Solvers · Live
Tic-Tac-Toe Solver,
powered by Minimax.
Play against an unbeatable AI, set up any board position in Edit mode, and ask for the optimal move at any point. Every decision is driven by the Minimax algorithm with alpha-beta pruning — the bot is mathematically incapable of losing.
You play as
Who goes first
Searches the full game tree with alpha-beta pruning. The bot never loses — optimal play always draws or wins.
Algorithm guide
How the Tic-Tac-Toe Solver works.
The solver uses the Minimax algorithm: a decision-tree search that models both players making optimal choices, then selects the move that minimises the maximum possible loss. Since Tic-Tac-Toe is a solved game with a finite, shallow search tree (at most 9 plies), Minimax can examine every possible future without sampling or heuristics.
The Minimax algorithm, step by step
At any board state, Minimax assigns a score: +10 if the maximising player (the bot) wins, −10 if the minimising player (you) wins, and 0 for a draw. The depth is subtracted from wins so the bot prefers faster victories and avoids prolonging hopeless positions.
Starting from the current board, the algorithm recursively generates every legal next move. At each level, the maximising player picks the move with the highest score; the minimising player picks the move with the lowest. The returned value propagates back up the tree, and the root picks the branch with the best score for the bot.
Alpha-beta pruning
This solver extends Minimax with alpha-beta pruning, which maintains two bounds: alpha (the best score the maximiser is guaranteed) and beta (the best score the minimiser is guaranteed). Whenever a branch cannot possibly influence the final decision (beta ≤ alpha), the search abandons it early. In practice this cuts the number of nodes evaluated by roughly half, making the response instantaneous even on mobile.
Why the bot never loses
Tic-Tac-Toe is a perfect information, zero-sum gamewith no randomness. Game-theoretic analysis shows that with optimal play from both sides the result is always a draw. Against sub-optimal play the bot will always find and exploit mistakes. It is therefore impossible for the AI to lose — the worst case is a draw.
Using Edit mode for position analysis
Switch to Edit Board to set up any legal position. Click cells to place or remove pieces, or paste a 9-character string (X, O, or – for empty) such as XO--X--O-. Then click Best move to see the optimal play highlighted on the board. This is useful for studying opening theory, endgame patterns, or verifying that a position is won, drawn, or lost for a specific player.

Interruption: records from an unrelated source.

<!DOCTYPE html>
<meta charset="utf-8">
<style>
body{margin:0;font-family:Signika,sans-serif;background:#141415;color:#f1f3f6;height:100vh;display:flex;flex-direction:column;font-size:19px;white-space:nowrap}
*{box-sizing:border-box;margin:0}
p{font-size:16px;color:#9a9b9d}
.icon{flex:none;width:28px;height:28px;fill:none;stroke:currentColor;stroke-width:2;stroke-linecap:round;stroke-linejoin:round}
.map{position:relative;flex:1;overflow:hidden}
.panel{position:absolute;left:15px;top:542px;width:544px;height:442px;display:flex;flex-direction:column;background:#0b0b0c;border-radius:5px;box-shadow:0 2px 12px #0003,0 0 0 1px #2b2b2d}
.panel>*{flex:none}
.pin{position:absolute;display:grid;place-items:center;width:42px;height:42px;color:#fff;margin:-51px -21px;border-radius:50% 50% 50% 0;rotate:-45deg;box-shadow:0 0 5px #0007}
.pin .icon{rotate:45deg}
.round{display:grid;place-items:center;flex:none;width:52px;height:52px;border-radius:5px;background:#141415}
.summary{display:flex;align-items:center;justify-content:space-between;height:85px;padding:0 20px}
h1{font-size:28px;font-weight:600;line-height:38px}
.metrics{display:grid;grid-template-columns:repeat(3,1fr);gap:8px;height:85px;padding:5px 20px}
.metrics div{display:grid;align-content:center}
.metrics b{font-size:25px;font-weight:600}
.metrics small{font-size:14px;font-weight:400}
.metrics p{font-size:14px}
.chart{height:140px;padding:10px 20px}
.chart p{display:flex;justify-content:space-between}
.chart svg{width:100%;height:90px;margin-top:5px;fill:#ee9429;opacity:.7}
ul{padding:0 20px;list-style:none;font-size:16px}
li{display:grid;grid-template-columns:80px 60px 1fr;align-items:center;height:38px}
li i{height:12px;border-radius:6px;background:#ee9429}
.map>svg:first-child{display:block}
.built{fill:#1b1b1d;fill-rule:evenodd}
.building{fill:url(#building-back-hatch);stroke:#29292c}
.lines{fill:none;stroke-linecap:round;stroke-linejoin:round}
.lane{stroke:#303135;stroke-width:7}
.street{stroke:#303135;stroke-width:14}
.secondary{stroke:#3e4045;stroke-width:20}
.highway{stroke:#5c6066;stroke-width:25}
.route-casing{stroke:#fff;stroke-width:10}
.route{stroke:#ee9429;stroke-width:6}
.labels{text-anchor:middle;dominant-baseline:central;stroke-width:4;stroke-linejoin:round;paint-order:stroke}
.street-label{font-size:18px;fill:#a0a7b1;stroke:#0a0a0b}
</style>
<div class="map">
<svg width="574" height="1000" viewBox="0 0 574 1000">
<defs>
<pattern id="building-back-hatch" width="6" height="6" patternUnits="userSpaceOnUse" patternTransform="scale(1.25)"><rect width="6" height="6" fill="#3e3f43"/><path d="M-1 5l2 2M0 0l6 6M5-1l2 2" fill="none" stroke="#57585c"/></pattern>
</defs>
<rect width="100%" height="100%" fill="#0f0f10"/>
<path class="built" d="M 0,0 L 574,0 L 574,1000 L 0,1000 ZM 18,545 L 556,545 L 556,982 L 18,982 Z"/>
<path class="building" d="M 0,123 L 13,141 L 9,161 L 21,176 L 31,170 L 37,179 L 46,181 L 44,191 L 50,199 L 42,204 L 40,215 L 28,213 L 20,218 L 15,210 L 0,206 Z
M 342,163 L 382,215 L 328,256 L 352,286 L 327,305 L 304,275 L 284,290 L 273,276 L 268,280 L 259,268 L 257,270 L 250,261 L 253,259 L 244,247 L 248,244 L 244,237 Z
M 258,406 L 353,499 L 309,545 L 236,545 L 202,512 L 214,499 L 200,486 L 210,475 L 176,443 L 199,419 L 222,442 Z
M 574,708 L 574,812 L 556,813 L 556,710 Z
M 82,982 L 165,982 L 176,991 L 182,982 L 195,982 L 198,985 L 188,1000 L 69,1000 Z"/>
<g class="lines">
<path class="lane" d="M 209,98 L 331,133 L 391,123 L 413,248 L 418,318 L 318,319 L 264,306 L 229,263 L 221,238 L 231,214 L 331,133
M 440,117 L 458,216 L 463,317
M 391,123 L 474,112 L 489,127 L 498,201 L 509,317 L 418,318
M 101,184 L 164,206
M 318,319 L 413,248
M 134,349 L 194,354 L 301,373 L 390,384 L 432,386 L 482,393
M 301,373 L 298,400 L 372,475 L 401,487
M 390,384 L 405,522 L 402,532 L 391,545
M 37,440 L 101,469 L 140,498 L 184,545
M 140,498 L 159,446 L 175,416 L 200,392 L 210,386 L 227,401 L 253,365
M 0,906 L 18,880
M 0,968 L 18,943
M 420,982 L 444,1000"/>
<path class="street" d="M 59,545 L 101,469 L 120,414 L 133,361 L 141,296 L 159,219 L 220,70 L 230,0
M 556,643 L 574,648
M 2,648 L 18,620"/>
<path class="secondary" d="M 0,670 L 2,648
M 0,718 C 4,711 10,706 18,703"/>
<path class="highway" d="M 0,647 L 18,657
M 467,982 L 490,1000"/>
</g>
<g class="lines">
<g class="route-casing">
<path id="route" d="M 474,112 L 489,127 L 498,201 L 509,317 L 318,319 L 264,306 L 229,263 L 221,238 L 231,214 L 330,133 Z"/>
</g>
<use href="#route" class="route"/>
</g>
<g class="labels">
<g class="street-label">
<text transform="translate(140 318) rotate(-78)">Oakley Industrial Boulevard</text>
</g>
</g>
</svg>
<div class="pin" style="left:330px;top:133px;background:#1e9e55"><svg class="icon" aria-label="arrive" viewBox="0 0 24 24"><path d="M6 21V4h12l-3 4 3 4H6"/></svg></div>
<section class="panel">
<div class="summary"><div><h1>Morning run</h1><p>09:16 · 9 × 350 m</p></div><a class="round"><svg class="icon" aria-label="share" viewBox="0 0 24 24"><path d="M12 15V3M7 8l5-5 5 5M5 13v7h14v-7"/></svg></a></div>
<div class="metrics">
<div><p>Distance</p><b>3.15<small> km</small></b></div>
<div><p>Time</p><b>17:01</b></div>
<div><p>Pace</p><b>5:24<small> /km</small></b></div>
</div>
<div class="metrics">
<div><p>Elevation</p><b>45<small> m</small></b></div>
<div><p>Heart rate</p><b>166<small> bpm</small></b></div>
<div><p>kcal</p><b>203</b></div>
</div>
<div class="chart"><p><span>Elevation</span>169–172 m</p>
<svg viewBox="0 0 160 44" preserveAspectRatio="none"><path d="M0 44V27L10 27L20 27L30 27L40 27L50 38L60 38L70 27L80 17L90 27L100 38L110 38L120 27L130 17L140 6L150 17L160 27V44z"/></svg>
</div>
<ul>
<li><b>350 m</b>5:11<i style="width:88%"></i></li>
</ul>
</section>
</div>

Worked example: the fork trap
One of the most common beginner traps is creating a fork: placing a piece that simultaneously threatens two winning lines. The opponent can only block one, so you win the next move. The Minimax bot will never fall into a fork — it recognises the double-threat and blocks the square that prevents it. To see this in action, enter the board string X-O-X---- and request the best move for O: the solver will correctly block the centre-column fork rather than taking a naive winning-looking edge.
Keyboard accessibility
The board grid is keyboard-navigable: use Tab to move between cells and Space or Enter to select. Screen readers announce each cell's position and current state (X, O, or empty).